WHAT THIS TASK INVOLVES » Nothing after the line containing "position:absolute; left:1740px; top:15px;" belongs in the answer; write out exactly every line from the start of the material up to it, including it.

RECORDS PROVIDED »
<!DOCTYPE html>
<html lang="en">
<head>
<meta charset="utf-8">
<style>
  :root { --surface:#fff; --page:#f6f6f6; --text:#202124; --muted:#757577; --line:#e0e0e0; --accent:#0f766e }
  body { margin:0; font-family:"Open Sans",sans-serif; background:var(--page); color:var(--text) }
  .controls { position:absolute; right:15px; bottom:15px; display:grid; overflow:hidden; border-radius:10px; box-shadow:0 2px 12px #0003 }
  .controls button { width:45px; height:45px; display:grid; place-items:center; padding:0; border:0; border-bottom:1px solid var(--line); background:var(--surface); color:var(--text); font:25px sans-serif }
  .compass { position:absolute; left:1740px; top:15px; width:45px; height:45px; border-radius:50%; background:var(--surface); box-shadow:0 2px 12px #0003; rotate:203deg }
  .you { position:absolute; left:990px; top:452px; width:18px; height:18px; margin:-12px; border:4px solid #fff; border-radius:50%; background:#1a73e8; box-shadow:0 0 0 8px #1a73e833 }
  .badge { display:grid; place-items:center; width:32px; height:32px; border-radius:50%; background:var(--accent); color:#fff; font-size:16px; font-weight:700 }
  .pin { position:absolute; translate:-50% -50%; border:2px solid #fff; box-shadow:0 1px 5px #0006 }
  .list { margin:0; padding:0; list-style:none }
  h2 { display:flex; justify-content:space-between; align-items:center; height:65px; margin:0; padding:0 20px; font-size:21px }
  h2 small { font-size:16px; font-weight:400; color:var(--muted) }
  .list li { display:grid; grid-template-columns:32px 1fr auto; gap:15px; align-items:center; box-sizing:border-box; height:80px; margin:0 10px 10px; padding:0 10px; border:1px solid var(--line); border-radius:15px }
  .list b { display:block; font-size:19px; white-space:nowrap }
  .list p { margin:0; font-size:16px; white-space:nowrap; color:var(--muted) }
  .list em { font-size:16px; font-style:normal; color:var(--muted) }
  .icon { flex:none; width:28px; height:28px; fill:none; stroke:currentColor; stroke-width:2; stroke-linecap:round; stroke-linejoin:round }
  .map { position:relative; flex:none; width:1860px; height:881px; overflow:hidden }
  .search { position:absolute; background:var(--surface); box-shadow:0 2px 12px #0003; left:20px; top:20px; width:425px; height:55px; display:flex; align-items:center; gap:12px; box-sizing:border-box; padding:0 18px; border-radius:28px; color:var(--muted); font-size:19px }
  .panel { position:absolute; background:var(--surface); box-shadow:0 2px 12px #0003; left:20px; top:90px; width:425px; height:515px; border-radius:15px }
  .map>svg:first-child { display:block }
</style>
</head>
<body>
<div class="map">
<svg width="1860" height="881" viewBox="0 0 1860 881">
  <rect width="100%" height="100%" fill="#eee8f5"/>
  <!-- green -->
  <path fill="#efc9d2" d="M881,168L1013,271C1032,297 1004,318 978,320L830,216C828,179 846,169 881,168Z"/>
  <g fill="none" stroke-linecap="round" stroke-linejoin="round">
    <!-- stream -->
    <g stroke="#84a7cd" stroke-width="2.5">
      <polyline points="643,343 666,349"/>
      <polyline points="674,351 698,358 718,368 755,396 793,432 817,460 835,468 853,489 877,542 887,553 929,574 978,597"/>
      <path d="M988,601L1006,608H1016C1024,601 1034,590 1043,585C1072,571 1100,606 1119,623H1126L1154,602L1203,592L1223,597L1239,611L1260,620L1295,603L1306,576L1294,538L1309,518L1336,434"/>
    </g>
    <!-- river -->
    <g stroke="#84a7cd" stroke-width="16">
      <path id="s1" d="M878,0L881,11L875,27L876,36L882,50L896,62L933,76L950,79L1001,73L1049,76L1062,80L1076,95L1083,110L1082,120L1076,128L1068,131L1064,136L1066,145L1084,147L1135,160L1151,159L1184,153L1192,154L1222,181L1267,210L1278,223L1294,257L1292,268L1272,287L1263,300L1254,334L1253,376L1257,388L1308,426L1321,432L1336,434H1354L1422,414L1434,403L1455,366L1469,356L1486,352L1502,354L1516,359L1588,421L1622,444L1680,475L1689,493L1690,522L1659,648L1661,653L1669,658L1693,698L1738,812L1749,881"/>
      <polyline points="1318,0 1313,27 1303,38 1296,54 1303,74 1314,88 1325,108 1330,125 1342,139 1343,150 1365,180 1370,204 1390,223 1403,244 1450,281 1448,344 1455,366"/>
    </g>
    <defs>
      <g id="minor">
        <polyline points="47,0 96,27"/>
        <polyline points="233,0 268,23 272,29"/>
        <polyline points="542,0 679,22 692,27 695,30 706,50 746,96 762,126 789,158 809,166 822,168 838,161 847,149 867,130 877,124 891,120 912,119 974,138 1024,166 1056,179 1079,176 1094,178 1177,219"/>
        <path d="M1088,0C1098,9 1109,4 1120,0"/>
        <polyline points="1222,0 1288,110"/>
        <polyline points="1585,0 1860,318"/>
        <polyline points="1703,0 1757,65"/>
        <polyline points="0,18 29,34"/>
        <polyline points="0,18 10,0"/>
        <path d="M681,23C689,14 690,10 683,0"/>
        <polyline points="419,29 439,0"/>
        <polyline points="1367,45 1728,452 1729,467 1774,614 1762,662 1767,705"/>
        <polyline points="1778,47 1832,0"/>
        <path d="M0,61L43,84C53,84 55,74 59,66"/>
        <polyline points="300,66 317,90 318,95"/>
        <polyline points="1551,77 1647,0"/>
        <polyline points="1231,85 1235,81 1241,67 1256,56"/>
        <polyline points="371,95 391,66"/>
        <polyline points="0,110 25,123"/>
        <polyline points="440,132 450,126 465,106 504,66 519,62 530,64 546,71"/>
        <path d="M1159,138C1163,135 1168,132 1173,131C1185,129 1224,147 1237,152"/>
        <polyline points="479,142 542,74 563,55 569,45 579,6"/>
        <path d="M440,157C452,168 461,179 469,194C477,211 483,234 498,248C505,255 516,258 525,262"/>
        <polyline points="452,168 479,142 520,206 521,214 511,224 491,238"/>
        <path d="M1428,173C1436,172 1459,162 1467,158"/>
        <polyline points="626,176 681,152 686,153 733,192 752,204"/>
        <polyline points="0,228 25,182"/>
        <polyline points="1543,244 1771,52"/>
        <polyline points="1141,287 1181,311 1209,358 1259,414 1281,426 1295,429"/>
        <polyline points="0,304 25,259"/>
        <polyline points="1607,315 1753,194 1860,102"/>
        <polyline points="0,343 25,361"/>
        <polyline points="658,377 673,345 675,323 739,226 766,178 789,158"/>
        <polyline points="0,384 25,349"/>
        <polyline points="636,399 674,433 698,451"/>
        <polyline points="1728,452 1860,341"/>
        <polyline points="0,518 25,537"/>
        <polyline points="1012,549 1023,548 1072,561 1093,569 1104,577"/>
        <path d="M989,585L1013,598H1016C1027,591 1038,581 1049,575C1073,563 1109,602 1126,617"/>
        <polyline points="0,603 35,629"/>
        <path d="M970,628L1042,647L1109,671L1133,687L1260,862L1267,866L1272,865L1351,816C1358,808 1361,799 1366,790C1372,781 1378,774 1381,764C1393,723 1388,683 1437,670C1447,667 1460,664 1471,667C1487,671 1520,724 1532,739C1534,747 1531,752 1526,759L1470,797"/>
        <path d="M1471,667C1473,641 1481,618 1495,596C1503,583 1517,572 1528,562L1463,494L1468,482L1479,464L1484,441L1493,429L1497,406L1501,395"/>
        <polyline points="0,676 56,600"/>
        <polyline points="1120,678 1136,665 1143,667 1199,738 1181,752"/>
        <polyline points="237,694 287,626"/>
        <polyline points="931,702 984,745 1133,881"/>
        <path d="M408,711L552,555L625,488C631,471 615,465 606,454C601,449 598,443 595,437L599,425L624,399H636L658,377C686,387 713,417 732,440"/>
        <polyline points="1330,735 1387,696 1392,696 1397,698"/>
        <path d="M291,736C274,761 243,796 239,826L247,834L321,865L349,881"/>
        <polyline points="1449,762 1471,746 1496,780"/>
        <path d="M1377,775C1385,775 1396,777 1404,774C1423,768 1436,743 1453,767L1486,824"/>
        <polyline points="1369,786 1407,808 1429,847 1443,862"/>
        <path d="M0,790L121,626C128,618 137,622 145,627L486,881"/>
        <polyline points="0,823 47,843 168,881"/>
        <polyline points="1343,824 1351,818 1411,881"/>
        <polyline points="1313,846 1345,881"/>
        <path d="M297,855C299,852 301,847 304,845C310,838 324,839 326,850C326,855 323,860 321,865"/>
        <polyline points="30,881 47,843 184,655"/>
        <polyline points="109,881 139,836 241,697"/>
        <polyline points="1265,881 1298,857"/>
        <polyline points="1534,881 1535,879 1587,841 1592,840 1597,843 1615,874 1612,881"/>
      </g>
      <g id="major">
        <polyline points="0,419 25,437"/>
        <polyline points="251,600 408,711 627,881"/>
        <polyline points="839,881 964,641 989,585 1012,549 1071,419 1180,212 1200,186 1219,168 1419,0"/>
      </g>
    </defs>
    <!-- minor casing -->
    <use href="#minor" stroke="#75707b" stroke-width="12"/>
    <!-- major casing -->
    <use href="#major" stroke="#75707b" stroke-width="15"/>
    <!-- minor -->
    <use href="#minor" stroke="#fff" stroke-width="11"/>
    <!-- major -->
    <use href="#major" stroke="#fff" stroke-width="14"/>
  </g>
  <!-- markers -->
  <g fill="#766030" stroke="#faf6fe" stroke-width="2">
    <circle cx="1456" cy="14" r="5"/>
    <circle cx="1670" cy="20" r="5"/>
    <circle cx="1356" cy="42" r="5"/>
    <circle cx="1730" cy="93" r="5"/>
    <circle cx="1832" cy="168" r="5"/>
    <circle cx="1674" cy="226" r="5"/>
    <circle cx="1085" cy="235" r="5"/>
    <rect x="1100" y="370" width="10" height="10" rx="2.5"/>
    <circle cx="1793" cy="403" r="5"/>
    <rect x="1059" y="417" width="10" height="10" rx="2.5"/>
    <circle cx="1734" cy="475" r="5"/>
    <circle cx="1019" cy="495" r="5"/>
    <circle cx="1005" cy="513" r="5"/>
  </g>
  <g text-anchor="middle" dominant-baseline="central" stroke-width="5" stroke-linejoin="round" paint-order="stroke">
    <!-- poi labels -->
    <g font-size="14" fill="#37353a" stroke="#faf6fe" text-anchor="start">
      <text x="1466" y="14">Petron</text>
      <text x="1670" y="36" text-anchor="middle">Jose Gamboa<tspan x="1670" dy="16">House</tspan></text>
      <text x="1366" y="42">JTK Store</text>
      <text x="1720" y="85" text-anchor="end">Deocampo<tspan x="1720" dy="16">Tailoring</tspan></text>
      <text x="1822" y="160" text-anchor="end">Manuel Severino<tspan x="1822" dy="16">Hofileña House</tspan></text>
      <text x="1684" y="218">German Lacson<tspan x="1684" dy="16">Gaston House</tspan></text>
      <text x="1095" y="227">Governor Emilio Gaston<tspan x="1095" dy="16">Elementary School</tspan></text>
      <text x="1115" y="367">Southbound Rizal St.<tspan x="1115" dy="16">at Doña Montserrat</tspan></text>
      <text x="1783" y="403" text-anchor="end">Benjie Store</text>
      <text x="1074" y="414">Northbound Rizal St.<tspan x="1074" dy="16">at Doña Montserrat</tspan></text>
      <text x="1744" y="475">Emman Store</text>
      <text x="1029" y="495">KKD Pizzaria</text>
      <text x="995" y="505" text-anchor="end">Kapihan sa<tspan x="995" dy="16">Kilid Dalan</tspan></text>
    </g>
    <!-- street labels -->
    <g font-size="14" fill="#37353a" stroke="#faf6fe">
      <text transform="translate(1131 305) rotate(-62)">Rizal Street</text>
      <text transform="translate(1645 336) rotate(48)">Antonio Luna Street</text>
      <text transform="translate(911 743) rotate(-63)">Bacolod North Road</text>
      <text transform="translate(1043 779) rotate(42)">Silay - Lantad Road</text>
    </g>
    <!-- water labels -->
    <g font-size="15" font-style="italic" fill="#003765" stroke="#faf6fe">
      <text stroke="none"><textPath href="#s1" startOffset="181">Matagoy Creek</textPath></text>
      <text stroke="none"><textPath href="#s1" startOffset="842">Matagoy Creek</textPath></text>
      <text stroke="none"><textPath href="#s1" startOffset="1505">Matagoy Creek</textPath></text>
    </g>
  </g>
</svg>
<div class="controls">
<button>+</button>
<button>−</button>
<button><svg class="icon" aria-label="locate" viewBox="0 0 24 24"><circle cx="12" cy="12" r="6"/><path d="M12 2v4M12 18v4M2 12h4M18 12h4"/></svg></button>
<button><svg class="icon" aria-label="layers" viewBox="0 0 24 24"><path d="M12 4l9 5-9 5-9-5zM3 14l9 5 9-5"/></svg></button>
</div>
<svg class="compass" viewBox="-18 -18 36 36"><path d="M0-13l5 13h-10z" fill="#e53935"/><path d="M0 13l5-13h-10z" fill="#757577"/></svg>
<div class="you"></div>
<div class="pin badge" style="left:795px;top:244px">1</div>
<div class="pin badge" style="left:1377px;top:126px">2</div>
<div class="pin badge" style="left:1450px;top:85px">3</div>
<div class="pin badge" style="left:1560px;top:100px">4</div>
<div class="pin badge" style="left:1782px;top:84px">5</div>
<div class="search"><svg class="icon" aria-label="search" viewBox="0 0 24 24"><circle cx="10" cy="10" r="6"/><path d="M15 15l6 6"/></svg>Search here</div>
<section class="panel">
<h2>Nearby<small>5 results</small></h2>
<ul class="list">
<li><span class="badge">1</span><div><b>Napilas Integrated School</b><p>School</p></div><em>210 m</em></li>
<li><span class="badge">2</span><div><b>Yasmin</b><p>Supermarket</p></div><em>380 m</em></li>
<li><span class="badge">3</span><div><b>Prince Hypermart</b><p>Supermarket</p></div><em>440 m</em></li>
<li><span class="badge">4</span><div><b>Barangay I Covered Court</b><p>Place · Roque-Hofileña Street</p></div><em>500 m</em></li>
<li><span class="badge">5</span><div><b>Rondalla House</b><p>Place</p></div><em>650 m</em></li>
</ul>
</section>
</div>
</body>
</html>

FINISHED TASK »
<!DOCTYPE html>
<html lang="en">
<head>
<meta charset="utf-8">
<style>
  :root { --surface:#fff; --page:#f6f6f6; --text:#202124; --muted:#757577; --line:#e0e0e0; --accent:#0f766e }
  body { margin:0; font-family:"Open Sans",sans-serif; background:var(--page); color:var(--text) }
  .controls { position:absolute; right:15px; bottom:15px; display:grid; overflow:hidden; border-radius:10px; box-shadow:0 2px 12px #0003 }
  .controls button { width:45px; height:45px; display:grid; place-items:center; padding:0; border:0; border-bottom:1px solid var(--line); background:var(--surface); color:var(--text); font:25px sans-serif }
  .compass { position:absolute; left:1740px; top:15px; width:45px; height:45px; border-radius:50%; background:var(--surface); box-shadow:0 2px 12px #0003; rotate:203deg }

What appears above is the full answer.